I thank the Deputy for raising this issue. I also thank Maura Quinn for her report, which is welcome. The Government, in its entirety, accepts without reservation the recommendations of Maura Quinn in respect of this entire issue and also in respect of the broader issue of secondment within the public service and the Civil Service in particular. There are issues around the secondment policy area and we need to be stronger in identifying pathways for those who may, for example, have retired early as a Secretary General or, in this case, as a Chief Medical Officer but who still have a lot of expertise. How does one deploy that expertise across the public service and the Civil Service in a more effective way than merely secondments to a university? By the way, a secondment to a university can be beneficial.

I think people overall, when we stand back from this, were acting in good faith insofar as the idea of developing a stronger capacity in research for public health. I have no issue with that. I think everybody also was conscious of the role Dr. Tony Holohan had played as Chief Medical Officer in respect of the pandemic but, again, that does not in itself justify or in any way support the process here or what transpired. I think Maura Quinn is correct about how, in this instance, it should have happened and particularly in terms of individuals engaging in respect of their own situations with third parties. Ultimately, we need to capture the experience and expertise that people garnered over the two and a half years of Covid.

Will the Tánaiste answer the questions?

In respect of the recommendations, they will be implemented by the Government. The Secretary General of the Department of Health is clear they will be implemented by the Government and accepts the decision of the Government to accept all the recommendations of the report.

The report focused very much on doing this in a far more effective and better way and to learn lessons from it. That was the purpose of the report. There is an obligation on everybody now to get down to it and make sure proper procedures are in place into the future. As someone with a lot of experience in research funding, I think we have come a long way in research. Clearly, peer-reviewed, international-based research is the key way to do it. Again, my understanding is that was to be pursued. That is, to me very clearly, the way all research funding has to be deliberated on. It has to be by peer review.

Respectfully, the Tánaiste just talked around all those questions for the entire time of his reply. I asked him how Mr. Watt's position can be tenable and whether the Tánaiste or the Government intends to take any action to make him accountable.

Another aspect of this whole fiasco is deeply troubling. In April of last year, Mr. Watt refused to appear before the finance committee to discuss the matter, so the committee had to seek compellability powers from the Oireachtas to force Mr. Watt to appear before it, which it ultimately received. The clerk to the committee then had to write to Mr. Watt asking if he would appear voluntarily given that those powers were available to the committee, and it was only then that he agreed to appear before it.

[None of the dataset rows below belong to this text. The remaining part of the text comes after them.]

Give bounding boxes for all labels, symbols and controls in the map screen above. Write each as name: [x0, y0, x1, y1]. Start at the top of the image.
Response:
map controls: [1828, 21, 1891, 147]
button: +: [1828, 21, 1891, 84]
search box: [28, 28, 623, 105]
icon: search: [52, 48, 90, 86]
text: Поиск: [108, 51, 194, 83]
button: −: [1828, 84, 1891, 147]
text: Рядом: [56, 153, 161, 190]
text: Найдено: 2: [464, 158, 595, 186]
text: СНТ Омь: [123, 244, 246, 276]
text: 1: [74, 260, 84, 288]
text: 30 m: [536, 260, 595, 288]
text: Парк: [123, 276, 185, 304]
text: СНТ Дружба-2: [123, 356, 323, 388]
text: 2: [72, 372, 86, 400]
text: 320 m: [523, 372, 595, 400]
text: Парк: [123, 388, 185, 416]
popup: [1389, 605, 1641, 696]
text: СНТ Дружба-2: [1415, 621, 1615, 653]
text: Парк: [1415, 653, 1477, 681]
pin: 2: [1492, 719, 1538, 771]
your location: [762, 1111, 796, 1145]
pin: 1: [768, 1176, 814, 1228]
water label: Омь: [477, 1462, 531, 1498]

If senior civil servants refuse or have to be forced to appear before Oireachtas committees, why should anybody else be willing to appear before a committee? I wonder if the Tánaiste thinks that this kind of disdainful treatment of the Joint Committee on Finance, Public Expenditure and Reform, and Taoiseach, which is there to hold people to account on behalf of the public, sets a good example for other civil servants.

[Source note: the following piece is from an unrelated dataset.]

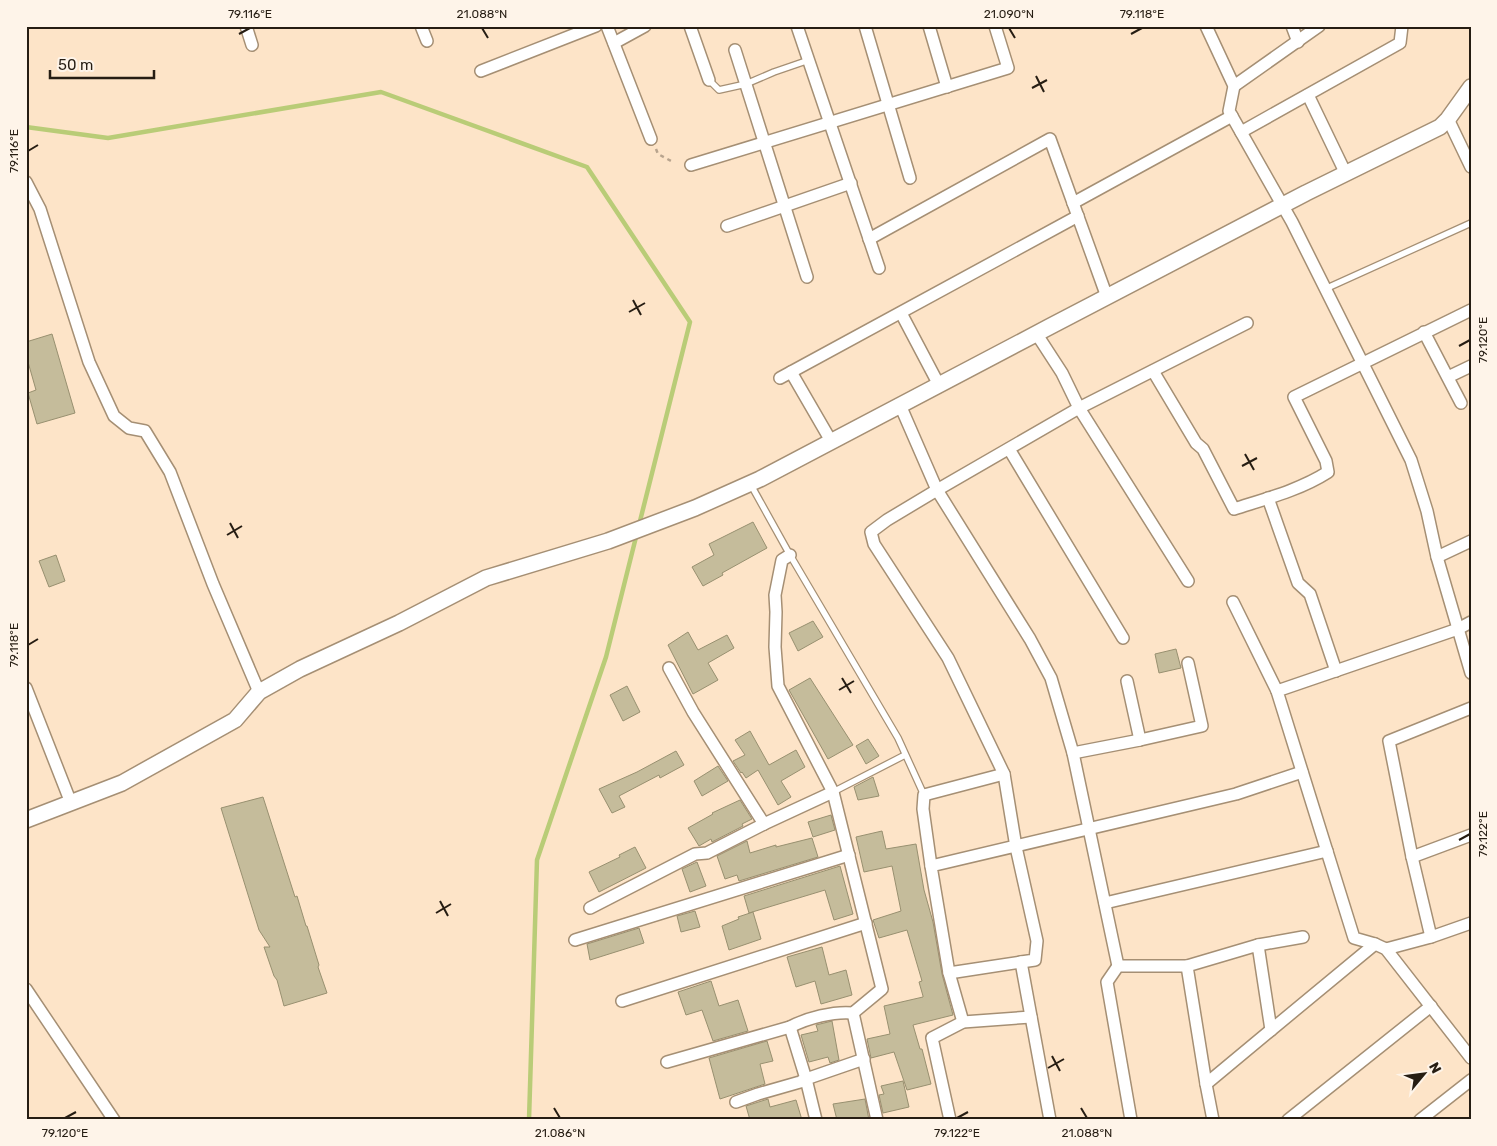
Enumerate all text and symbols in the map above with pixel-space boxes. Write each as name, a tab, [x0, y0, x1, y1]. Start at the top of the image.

As far as I know, the Civil Service accountability board, which is chaired by the Taoiseach and on which the Tánaiste and the Minister for Public Expenditure, National Development Plan Delivery and Reform sit, is supposed to hold Secretaries General and assistant secretaries to account. I am wondering when was the last time this accountability board met. Will Mr. Watt's conduct by reviewed by it?

I thank Deputy Cairns.

I will go back to my previous questions. The Tánaiste did not answer them. Does the Tánaiste think Mr. Watt's position is tenable? What is the Government doing to hold him to account?

First of all, I did answer Deputy Cairns's questions in respect of the report.

No, the Tánaiste did not.

In terms of the Secretary General in the Department of Health, when I came into office as Taoiseach, for the first six months we did not have a permanent Secretary General at the Department of Health. To put it mildly, in the context of Covid and other issues, this was-----

This is not relevant.

The Deputy has to allow me answer the question. I am coming to the point.

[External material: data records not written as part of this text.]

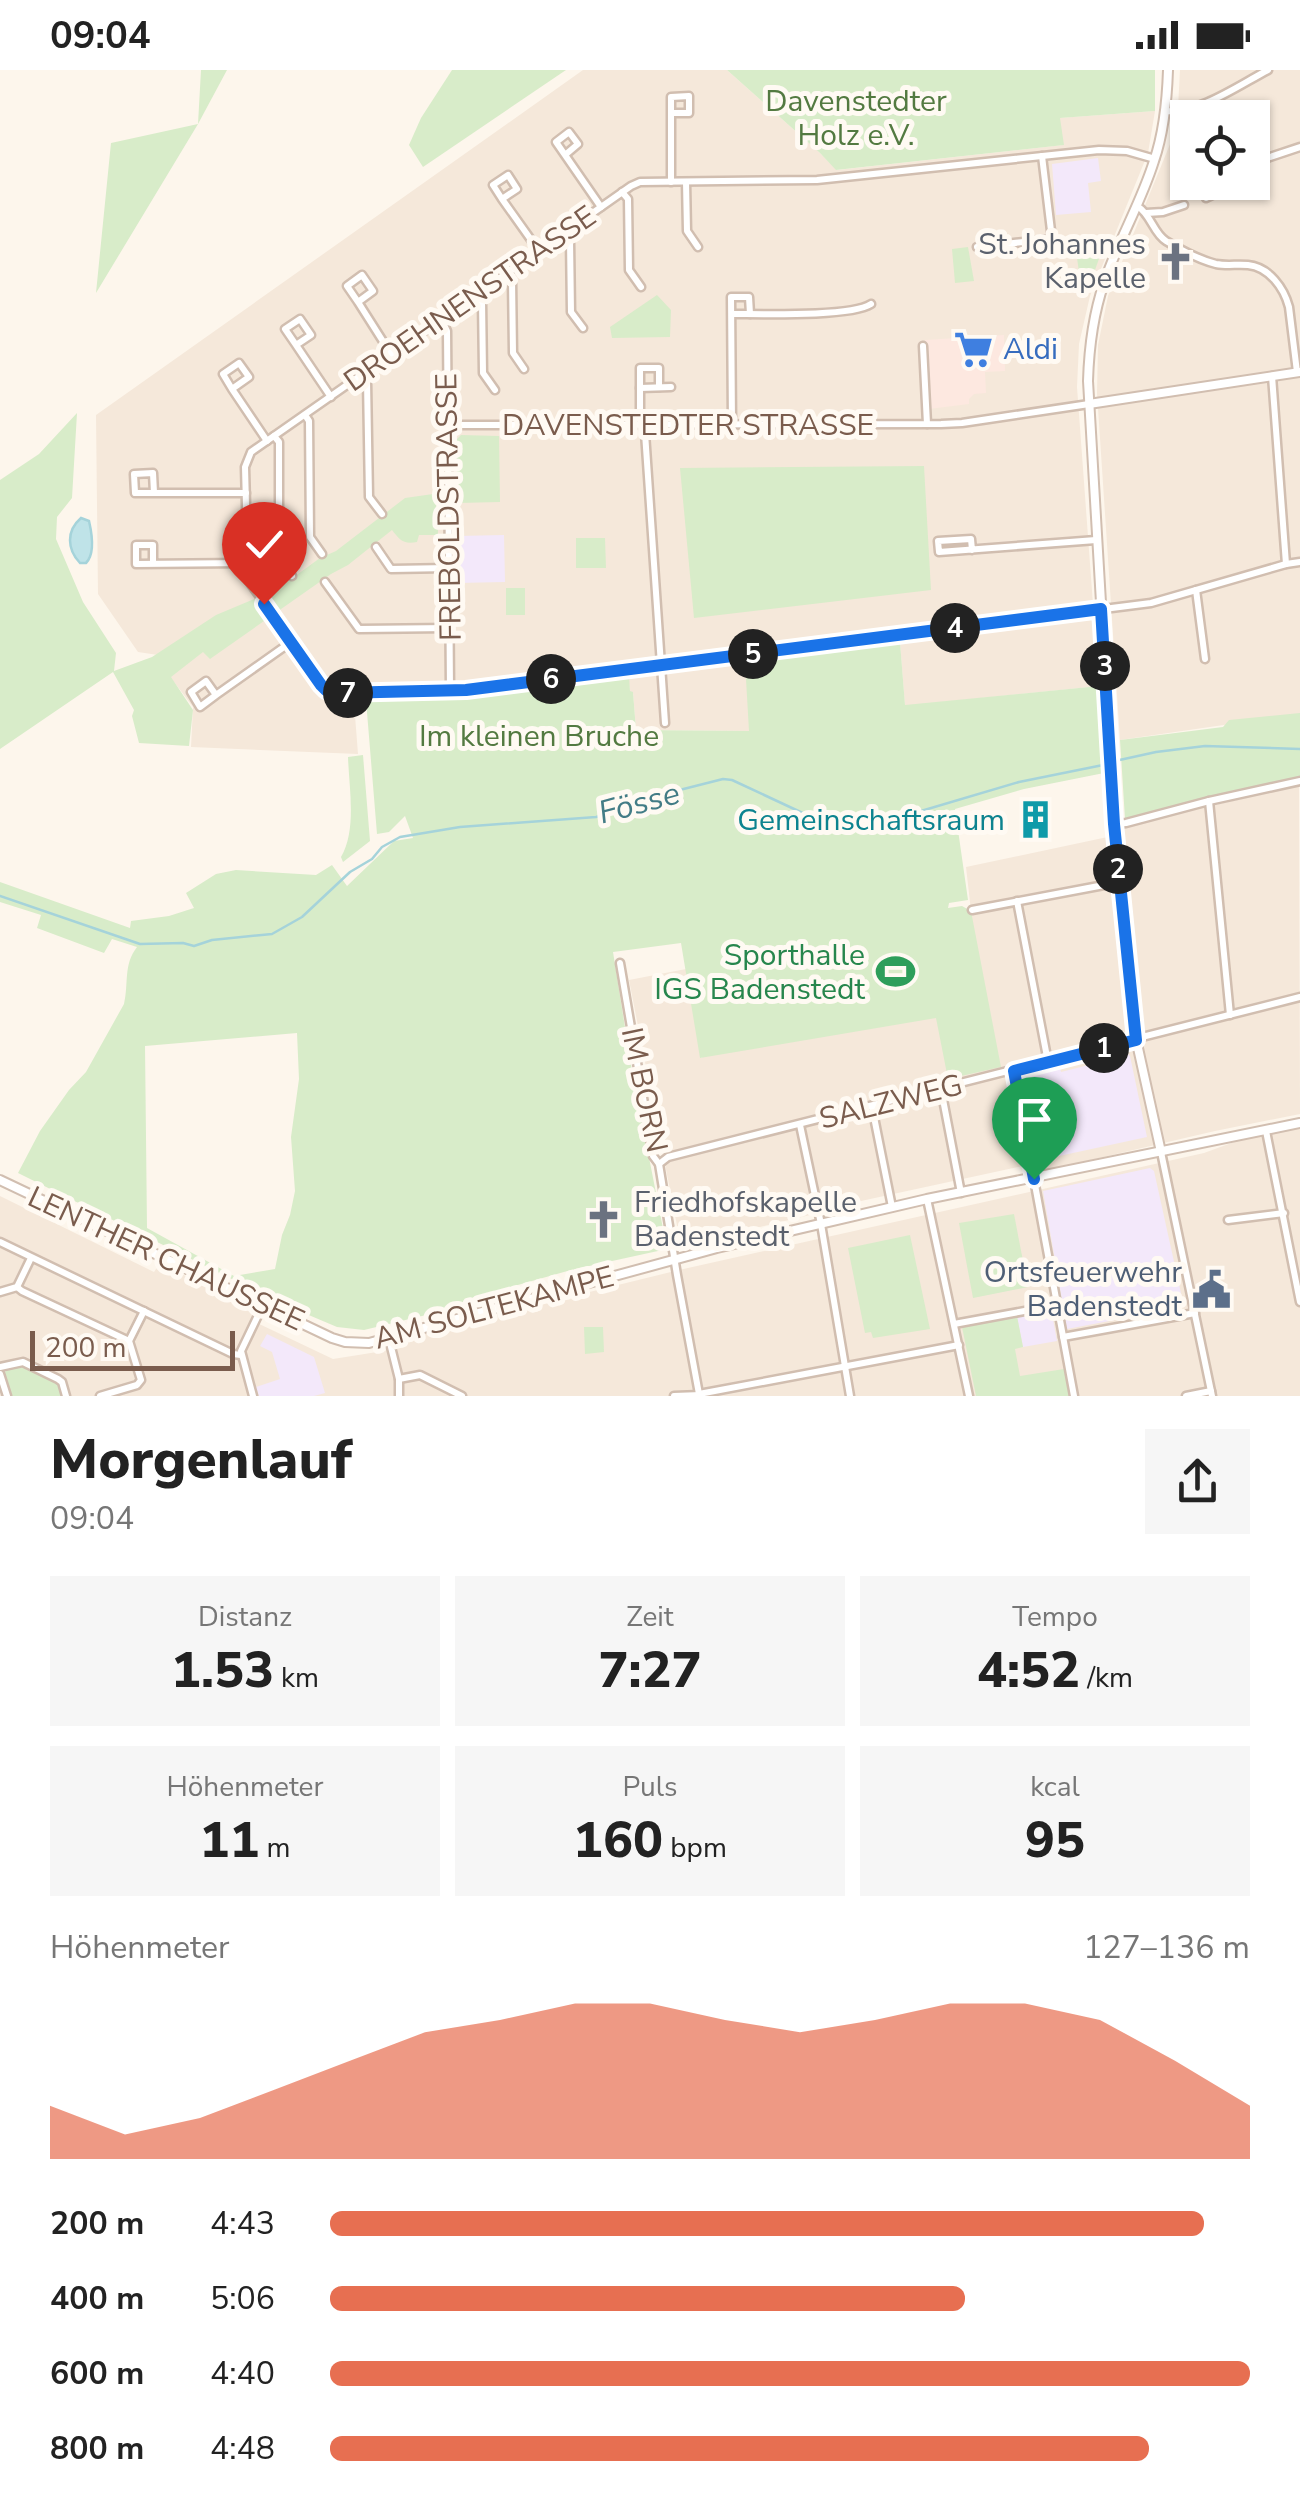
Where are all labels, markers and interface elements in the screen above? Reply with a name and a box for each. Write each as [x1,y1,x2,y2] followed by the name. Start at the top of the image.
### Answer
[50,10,151,61] text: 09:04
[765,81,947,156] park label: Davenstedter Holz e.V.
[1170,100,1270,200] map controls
[1170,100,1270,200] button: locate
[336,196,604,402] street label: DROEHNENSTRASSE
[978,224,1146,299] place label: St. Johannes Kapelle
[1155,240,1197,282] church icon: St. Johannes Kapelle
[952,328,994,370] supermarket icon: Aldi
[1003,329,1058,370] place label: Aldi
[426,373,472,641] street label: FREBOLDSTRASSE
[502,405,874,446] street label: DAVENSTEDTER STRASSE
[222,502,307,605] pin
[237,517,292,572] icon: check
[930,603,980,653] pin: 4
[947,609,963,647] text: 4
[728,629,778,679] pin: 5
[745,635,761,673] text: 5
[1080,641,1130,691] pin: 3
[1097,647,1113,685] text: 3
[526,654,576,704] pin: 6
[543,660,559,698] text: 6
[323,668,373,718] pin: 7
[340,674,356,712] text: 7
[419,716,659,757] park label: Im kleinen Bruche
[594,772,684,834] water label: Fösse
[1014,799,1056,841] building icon: Gemeinschaftsraum
[737,800,1005,841] place label: Gemeinschaftsraum
[1093,844,1143,894] pin: 2
[1110,850,1126,888] text: 2
[654,935,865,1010] place label: Sporthalle IGS Badenstedt
[874,951,916,993] sports icon: Sporthalle IGS Badenstedt
[1079,1023,1129,1073] pin: 1
[611,1024,677,1156] street label: IM BORN
[1096,1029,1112,1067] text: 1
[815,1064,967,1140] street label: SALZWEG
[992,1077,1077,1180] pin
[1007,1092,1062,1147] icon: arrive
[21,1177,311,1341] street label: LENTHER CHAUSSEE
[634,1182,857,1257] place label: Friedhofskapelle Badenstedt
[583,1198,625,1240] church icon: Friedhofskapelle Badenstedt
[984,1252,1182,1327] place label: Ortsfeuerwehr Badenstedt
[370,1256,618,1360] street label: AM SOLTEKAMPE
[1191,1268,1233,1310] public building icon: Ortsfeuerwehr Badenstedt
[30,1326,235,1370] scale bar
[45,1329,127,1367] text: 200 m
[50,1422,352,1497] text: Morgenlauf
[1145,1429,1250,1534] button: share
[50,1497,134,1540] text: 09:04
[198,1598,292,1636] text: Distanz
[626,1598,674,1636] text: Zeit
[1012,1598,1098,1636] text: Tempo
[171,1636,274,1705] text: 1.53
[599,1636,702,1705] text: 7:27
[977,1636,1080,1705] text: 4:52
[274,1659,319,1697] text: km
[1080,1659,1133,1697] text: /km
[166,1768,324,1806] text: Höhenmeter
[623,1768,677,1806] text: Puls
[1030,1768,1080,1806] text: kcal
[199,1806,259,1875] text: 11
[573,1806,663,1875] text: 160
[1025,1806,1085,1875] text: 95
[259,1829,291,1867] text: m
[663,1829,727,1867] text: bpm
[50,1926,229,1969] text: Höhenmeter
[1083,1926,1250,1969] text: 127–136 m
[50,2202,144,2245] text: 200 m
[210,2202,275,2245] text: 4:43
[50,2277,144,2320] text: 400 m
[210,2277,275,2320] text: 5:06
[50,2352,144,2395] text: 600 m
[210,2352,275,2395] text: 4:40
[50,2427,144,2470] text: 800 m
[210,2427,275,2470] text: 4:48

My point is that stability has been brought to the Department of Health. The Secretary General has, in terms of the administration of the Department of Health, been effective on a range of fronts. That has to be acknowledged. That was required when we were coming out of Covid and dealing with the consultants' contract and the Sláintecare implementation, etc. That is why I am saying I believe it is important that the Secretary General of the Department of Health continues to work on the bigger issues facing health. We need to move now to improve consistently, reform and implement the Government programme in relation to health-----

We will take that as a "No".

-----and also the recommendations in terms of health itself.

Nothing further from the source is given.